38 years old - My doc puts me on the only beta blocker that is listed under causes of peri-menopause on many websites, to help with my migraines
38 years old - oil boiler poisons me and puts me in hospital and my periods stop dead.
38 years old - periods return but erratically. I plead with fertility clinic to help me, perhaps IVF. Am told I will be too old by the time I get off the waiting list.
39 years old - I now have hot flushes, no cycles, mood swings and allsorts. Doctors say I am in menopause.

Fertility clinic have said they can only do all the tests again to see where I am at now, so I filled eleven of those coloured tubes for them with a butterfly needle and went home with birds around my head the other day. I was put on Provera for two weeks to induce a cycle. Also advised to take Selenium, vit c, zinc, folic acid. 

I happened to fall over and graze my hand the other day. The blood barely made it out of the cut, it was that thick. Very unusual for me.

I came off the Provera and I had a couple of days of wiping with a brownish/red line on the tissue and one small clot smaller than a pea. I have to have a day 2 blood test today, but I think it's been and gone.... 

It would just be nice to talk to others, I know I am far from alone in this...   I am starting to go   over the years....I don't know how I am meant to progress now. My siblings all have children now and they know what to do. I'm just getting really lost now. I'm sorry I'm not feeling strong today and the 'empty arms' video finished me off I think. So very touching.

My heart goes out to all who share this 'boat' with me.


----------



## Ceri. (Sep 6, 2004)

WannabeAmum and welcome to Fertility Friends 

Massive hugs to you   Have the doctors discussed any other options available to you? Obviously you will all know more when your test results come back, but there is always the option of donor eggs, not sure how you feel about this or whether it has been mentioned  I'll leave you some links shortly which may help  I am so sorry to read of your miscarriages. You've been through a lot  Have you had any recurrent miscarriage testing?

Please have a good look around the boards, feel free to post in any area, and make yourself at home. Fertility Friends is such a huge support. There are many who are on their TTC journey, and others who have been fortunate to have little ones with assistance. You will soon discover that our members are very encouraging of one another and offering advice or just simple hugs. There's a vast amount of information here for everyone, so start reading, posting and getting to know others. You will make some great friends too (add them to your buddy list in your profile!), lots of members often have meet ups locally too, for chats, coffee, shopping or even nights out! You can share conversations with one another freely, simply because we all understand each other. It's hard when family and friends don't fully comprehend what this journey entails and the emotions that go with it. That's where we come in!
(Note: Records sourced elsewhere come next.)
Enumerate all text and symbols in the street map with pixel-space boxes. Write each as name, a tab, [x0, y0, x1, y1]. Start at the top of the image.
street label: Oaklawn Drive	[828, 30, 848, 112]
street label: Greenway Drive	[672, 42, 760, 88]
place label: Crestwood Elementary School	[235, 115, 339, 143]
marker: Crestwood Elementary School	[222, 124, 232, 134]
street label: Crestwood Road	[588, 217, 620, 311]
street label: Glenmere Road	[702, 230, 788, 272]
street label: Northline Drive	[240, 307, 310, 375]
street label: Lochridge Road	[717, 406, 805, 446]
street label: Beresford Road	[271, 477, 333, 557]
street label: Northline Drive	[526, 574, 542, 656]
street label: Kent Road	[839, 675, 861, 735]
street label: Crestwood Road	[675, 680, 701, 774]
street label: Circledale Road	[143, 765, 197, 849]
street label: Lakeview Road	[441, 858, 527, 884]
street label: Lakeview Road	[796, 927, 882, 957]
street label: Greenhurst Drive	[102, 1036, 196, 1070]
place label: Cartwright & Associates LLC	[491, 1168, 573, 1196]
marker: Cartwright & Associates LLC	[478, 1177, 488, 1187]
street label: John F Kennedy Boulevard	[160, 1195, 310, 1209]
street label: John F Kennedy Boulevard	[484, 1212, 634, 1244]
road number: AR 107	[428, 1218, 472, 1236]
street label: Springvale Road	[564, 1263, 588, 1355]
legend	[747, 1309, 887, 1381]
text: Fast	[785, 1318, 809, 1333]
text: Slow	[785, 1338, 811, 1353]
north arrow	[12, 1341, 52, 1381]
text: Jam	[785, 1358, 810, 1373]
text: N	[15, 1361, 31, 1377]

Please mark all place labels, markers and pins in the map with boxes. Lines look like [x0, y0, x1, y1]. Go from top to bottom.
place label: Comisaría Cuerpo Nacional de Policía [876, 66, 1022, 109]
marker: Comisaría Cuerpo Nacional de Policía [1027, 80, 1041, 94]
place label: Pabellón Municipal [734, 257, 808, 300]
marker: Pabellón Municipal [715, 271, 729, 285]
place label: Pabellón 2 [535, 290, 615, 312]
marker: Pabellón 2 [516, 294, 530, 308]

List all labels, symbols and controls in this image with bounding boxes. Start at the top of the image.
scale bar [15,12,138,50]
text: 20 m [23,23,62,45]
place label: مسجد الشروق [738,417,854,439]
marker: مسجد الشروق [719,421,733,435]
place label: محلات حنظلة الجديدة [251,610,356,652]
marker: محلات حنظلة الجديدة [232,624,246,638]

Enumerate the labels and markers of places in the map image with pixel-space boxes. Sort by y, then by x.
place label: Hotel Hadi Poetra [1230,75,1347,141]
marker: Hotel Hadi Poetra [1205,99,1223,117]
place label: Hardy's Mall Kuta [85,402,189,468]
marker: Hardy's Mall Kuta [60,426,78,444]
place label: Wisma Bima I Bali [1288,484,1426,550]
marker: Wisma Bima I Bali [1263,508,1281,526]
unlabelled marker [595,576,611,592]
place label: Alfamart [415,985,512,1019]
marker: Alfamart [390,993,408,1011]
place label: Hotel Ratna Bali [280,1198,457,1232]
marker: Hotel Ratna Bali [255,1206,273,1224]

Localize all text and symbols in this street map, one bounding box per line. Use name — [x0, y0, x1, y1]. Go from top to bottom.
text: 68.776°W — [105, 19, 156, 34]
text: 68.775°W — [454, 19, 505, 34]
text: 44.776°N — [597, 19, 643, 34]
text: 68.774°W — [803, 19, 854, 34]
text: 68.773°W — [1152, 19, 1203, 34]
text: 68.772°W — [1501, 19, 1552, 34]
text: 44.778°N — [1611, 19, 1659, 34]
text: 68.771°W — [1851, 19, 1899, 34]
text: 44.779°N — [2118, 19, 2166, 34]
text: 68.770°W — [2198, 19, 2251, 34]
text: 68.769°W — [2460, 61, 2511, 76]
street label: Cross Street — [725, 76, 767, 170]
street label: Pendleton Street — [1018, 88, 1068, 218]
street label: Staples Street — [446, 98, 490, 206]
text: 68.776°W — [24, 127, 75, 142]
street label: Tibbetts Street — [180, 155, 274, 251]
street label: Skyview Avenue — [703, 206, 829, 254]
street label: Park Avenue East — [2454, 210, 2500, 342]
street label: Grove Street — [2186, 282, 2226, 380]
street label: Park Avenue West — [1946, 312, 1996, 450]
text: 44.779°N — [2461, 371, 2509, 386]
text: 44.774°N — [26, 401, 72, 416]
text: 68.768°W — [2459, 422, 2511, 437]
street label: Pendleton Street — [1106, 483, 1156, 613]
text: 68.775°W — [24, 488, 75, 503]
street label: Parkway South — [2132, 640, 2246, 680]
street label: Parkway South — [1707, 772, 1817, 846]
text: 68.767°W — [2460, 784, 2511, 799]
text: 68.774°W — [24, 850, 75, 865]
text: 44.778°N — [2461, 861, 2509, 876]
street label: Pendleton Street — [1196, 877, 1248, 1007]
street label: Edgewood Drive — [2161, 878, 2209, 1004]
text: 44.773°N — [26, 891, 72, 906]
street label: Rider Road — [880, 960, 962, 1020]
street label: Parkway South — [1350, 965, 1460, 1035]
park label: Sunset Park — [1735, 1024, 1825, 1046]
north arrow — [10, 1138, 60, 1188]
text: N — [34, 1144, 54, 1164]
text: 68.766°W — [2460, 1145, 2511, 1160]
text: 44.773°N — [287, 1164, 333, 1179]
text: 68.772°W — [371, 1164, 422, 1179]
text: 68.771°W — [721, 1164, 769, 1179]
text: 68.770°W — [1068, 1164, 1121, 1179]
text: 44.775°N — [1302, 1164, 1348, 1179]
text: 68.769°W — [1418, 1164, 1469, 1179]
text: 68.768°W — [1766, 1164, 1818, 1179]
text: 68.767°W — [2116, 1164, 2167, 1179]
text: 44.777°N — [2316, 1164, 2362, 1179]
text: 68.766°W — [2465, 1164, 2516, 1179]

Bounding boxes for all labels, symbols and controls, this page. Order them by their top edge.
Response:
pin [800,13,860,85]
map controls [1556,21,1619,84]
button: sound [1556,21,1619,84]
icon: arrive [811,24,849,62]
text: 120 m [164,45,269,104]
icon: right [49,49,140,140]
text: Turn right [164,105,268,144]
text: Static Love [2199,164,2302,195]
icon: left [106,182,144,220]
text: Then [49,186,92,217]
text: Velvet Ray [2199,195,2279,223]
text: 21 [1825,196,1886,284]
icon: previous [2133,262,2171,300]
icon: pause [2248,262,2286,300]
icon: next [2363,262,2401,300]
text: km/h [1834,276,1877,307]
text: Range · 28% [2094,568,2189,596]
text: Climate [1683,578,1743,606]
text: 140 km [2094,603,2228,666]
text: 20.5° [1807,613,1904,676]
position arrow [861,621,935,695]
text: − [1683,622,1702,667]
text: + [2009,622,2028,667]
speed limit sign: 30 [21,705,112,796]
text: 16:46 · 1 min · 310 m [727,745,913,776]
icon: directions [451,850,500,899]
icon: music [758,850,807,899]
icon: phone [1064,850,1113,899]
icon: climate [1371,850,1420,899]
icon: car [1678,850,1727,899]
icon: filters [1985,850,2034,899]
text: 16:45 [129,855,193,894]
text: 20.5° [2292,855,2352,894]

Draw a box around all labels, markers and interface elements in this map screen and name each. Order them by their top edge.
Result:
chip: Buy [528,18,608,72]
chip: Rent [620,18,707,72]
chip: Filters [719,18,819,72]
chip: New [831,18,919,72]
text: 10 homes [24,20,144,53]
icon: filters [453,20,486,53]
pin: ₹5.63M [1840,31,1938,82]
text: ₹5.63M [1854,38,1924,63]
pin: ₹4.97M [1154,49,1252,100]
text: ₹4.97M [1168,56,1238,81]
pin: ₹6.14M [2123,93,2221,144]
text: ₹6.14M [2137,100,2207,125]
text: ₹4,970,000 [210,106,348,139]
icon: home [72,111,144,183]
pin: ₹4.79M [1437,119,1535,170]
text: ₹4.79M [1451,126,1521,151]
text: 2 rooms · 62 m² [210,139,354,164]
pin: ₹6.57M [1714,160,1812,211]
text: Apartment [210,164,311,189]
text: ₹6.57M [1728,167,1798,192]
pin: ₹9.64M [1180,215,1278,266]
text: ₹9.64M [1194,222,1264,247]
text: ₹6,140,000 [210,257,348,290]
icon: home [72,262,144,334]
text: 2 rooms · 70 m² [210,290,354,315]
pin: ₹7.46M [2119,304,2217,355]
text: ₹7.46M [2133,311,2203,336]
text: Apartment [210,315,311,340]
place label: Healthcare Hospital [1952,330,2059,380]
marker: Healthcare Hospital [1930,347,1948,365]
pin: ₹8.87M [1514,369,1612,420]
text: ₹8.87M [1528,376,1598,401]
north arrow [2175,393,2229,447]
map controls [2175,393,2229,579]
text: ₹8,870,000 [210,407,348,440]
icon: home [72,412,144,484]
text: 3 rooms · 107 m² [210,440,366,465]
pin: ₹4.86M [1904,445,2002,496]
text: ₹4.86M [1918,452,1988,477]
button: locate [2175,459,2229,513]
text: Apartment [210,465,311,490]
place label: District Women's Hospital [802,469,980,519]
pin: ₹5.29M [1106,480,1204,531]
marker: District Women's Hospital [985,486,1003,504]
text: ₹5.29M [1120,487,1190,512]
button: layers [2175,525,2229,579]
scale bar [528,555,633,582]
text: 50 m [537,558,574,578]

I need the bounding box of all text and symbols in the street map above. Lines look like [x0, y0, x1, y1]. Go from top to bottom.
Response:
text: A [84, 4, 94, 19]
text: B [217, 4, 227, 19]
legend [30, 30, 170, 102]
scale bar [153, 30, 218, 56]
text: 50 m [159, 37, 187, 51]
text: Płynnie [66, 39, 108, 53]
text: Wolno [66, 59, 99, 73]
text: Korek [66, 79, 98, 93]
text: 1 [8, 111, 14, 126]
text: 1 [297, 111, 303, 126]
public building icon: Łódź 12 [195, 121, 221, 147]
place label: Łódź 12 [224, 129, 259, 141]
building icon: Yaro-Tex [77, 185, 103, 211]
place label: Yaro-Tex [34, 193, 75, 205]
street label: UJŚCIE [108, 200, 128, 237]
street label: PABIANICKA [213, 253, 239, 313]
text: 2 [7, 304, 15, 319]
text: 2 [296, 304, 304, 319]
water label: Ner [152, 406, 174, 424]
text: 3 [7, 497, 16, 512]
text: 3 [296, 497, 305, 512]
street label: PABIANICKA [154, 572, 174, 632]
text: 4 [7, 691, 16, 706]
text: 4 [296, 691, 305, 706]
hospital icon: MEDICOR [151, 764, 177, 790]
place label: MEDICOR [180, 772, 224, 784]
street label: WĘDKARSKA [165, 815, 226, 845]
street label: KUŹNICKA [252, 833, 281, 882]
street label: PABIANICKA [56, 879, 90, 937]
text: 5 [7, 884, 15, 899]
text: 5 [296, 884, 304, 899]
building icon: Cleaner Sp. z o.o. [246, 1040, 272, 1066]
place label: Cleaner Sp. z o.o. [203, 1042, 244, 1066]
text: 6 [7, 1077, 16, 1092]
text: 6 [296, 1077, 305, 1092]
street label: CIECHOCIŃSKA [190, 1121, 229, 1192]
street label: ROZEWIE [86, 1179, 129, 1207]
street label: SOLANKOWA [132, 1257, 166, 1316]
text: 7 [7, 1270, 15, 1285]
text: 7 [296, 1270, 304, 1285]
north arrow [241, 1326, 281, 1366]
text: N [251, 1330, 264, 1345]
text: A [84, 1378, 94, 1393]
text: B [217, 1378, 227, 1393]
Here are some links which you should find really useful at the moment&#8230;&#8230;

*What Every New Member Needs To Know (includes a list of common abbreviations) ~ *   CLICK HERE

*Investigations & Immunology ~ *CLICK HERE

*POF / Early Menopause ~ * CLICK HERE

*IVF General ~ *CLICK HERE

*Unexplained ~*CLICK HERE

*Donor sperm/eggs ~ *CLICK HERE

*Adoption & Fostering ~ *CLICK HERE

*Pregnancy loss ~ *CLICK HERE   

You can also chat live in our excellent chat room. We have a newbie day in the chat room every Wednesday where you can meet one of our mods for support, meet other new members and get technical support with navigating the site and using all the functions available here.  CLICK HERE FOR INFO ON NEWBIE CHAT 

You can also "meet" and chat with people in your local area through the *Location boards*. This is especially useful to find people who may be using the same clinic and or in the same PCT area. It's a small world!

Wishing you lots of luck    and 
Keep in touch
Ceri xx


----------



## WannabeAmum (Oct 15, 2009)

Wow. thx for the welcome Ceri.
The doctors have not explained my options, or rather they have said any options I take up will not be covered by NHS.

I would consider egg donation, hell yes I would. This has not been a topic of discussion yet though. Alot of the blood tests I did were for gene issues and recurrent miscarriage issues. I have not ovulated properly for about 10 years. My FSH has always been on the high side and they warned I may go into menopause early. I don't get how I went from unexplained infertility to 9 natural miscarriages though....

The links you posted look very to the point and I will definately check all of them out. Thank you so much Ceri!!


----------



## 39already (Apr 13, 2007)

Hi Wannabeamum,

Sorry to read about the v rough time you have had  .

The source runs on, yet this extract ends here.